THE "PROPISKA" SYSTEM

  54.  The residence permit or "propiska system" violates the right to freedom of movement, guaranteed by the Russian Constitution and a 1993 law on the right of citizens of the Russian Federation to freedom of movement, as well as a number of international instruments. Under the "propiska" system introduced by the Soviet regime, people were obliged to register their place of residence and were forbidden to move or change it without official permission. In 1991, by decision of the Soviet Constitutional Supervision Committee, the "propiska" system was abolished and the Committee ruled that the legal restrictions on the freedom of movement would be invalid as of 1 January 1992. However, the situation has not changed in practice. Since 1994, local governments, including Moscow, Moscow Region and St Petersburg have passed local decrees and regulations introducing or reinforcing strict rules that require prior official permission for residence.

  55.  Laws restricting movement and choice of residence have also been passed at the federal level. A July 1995 government resolution (No. 713) had the effect of creating a new "propiska" system requiring prior authorisation of residence. In October 1995, the Ministry of Internal Affairs issued a special instruction on the implementation of the Rules. This reportedly led to the creation of a special database containing information not just on persons who have committed an offence, but on virtually everyone in the country, tracking their places of residence and all their movements.

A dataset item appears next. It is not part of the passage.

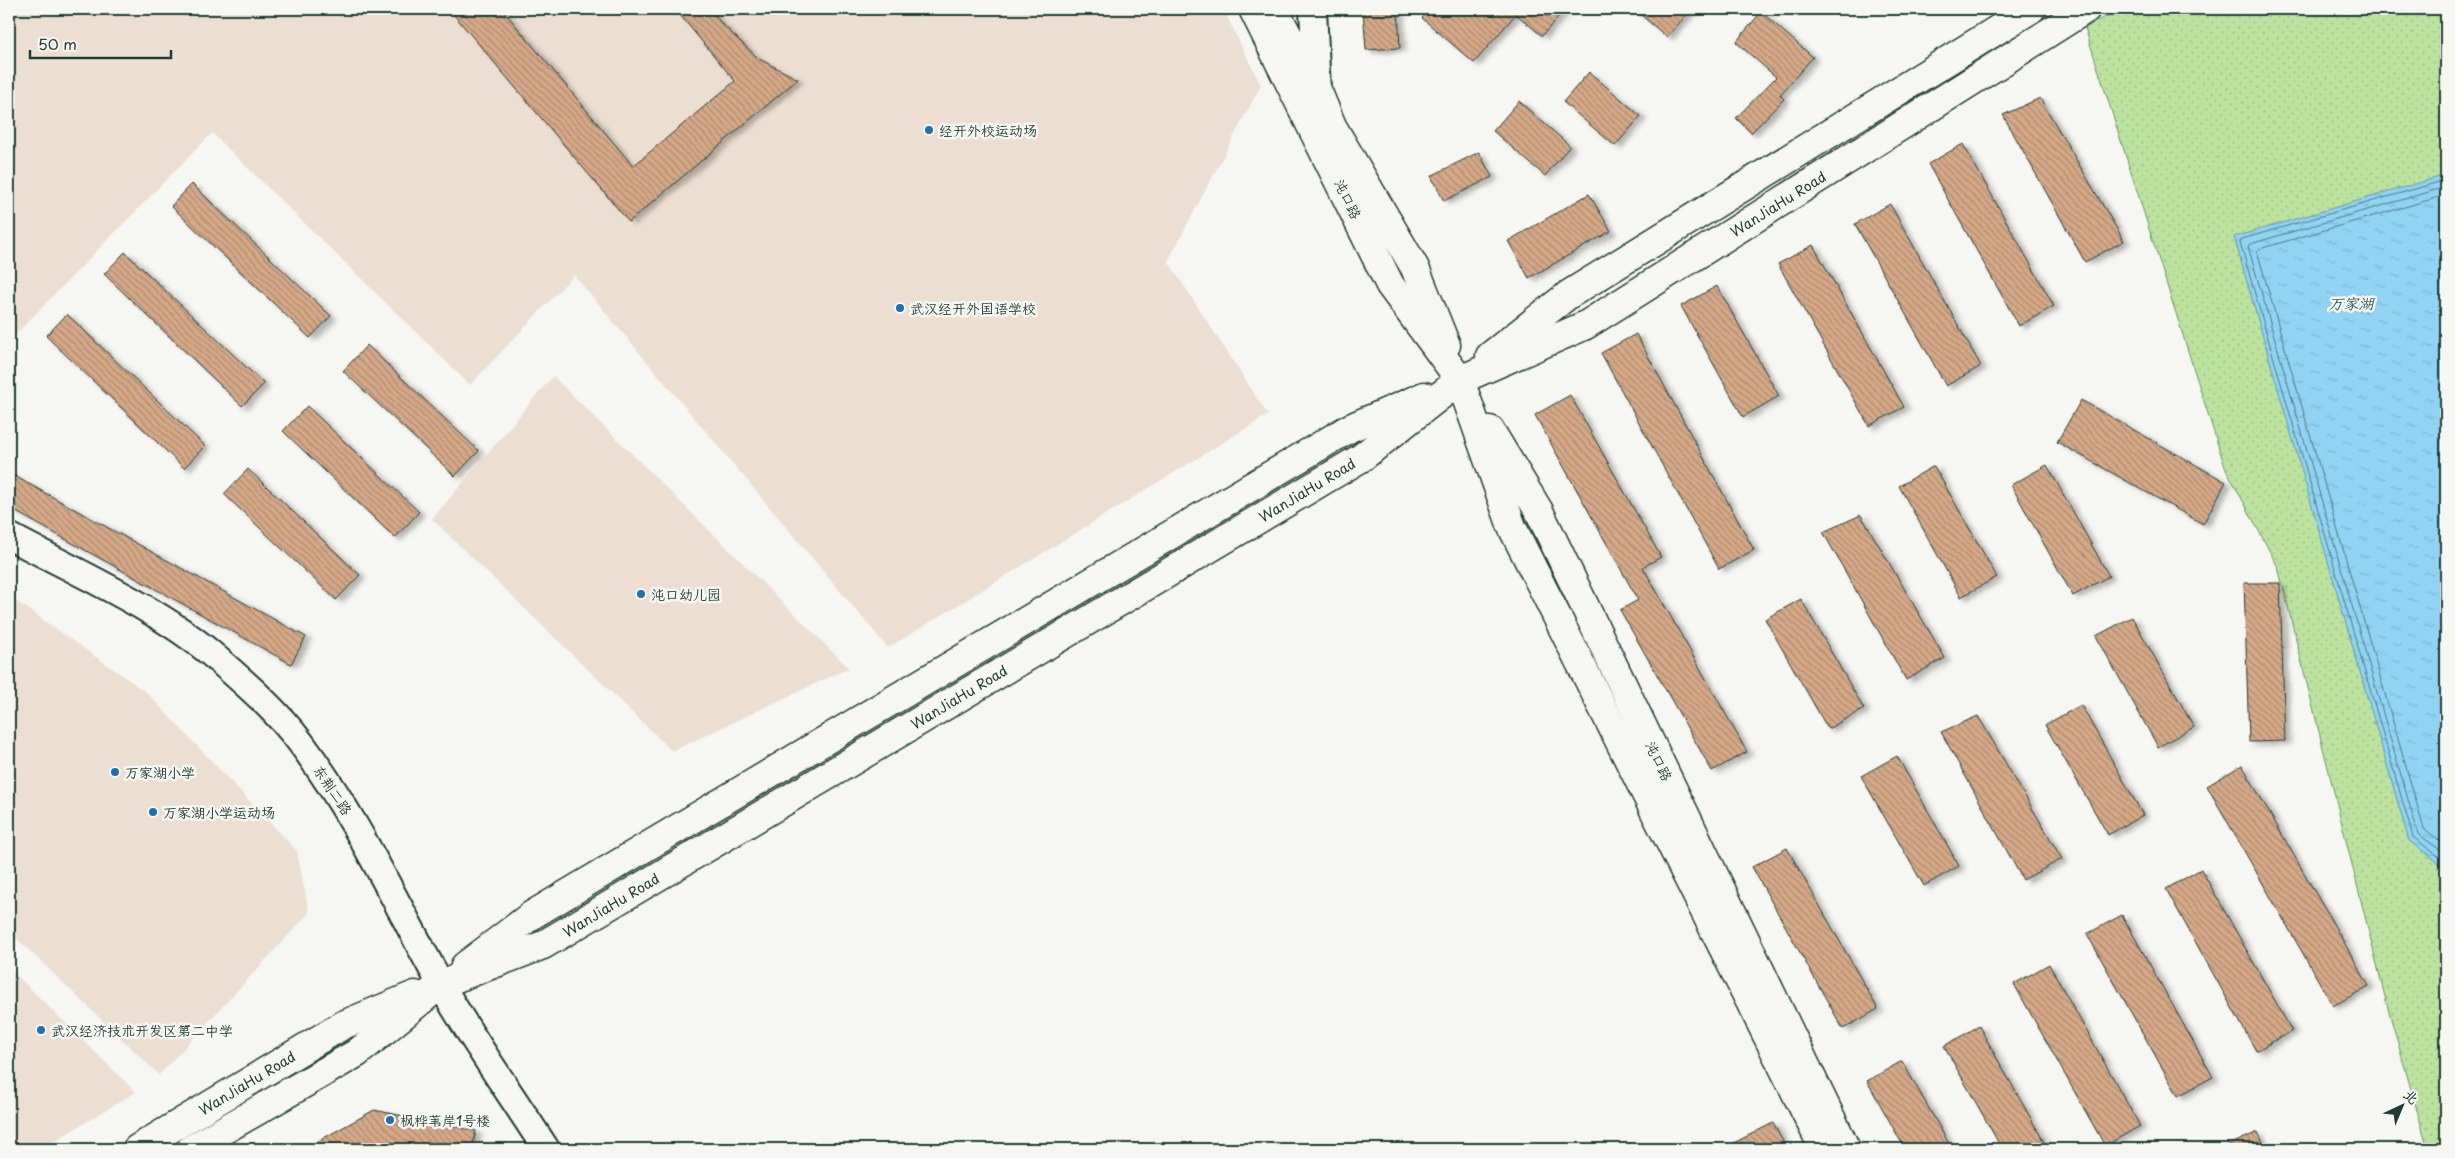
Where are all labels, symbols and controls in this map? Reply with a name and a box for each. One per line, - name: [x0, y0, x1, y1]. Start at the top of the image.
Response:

  56.  The lack of a "propiska" makes specific ethnic groups an easy target for law enforcement officials. Most of the reported cases of torture and ill-treatment of ethnic Chechens, Armenians, Azeris, and members of other ethnic minorities have happened after the victims were apprehended on the initial pretext that these persons did not have a valid "propiska".

  57.  On 2 February 1998, the Russian Constitutional Court ruled as unconstitutional a number of articles and regulations included in government resolution 713. The Court, in practice, ruled to abolish the illegal practice of the "propiska" system. The Mayor of Moscow, Yuriy Luzhkov, allegedly said that he would not comply with the ruling of the Constitutional Court.

  58.  In February 1999, the Russian Constitutional Court ruled again to abolish the need for residence permits. The government at federal and local level had failed to inform law enforcement officials that the system was abolished, or that federal laws and the Constitution overrode local regulations.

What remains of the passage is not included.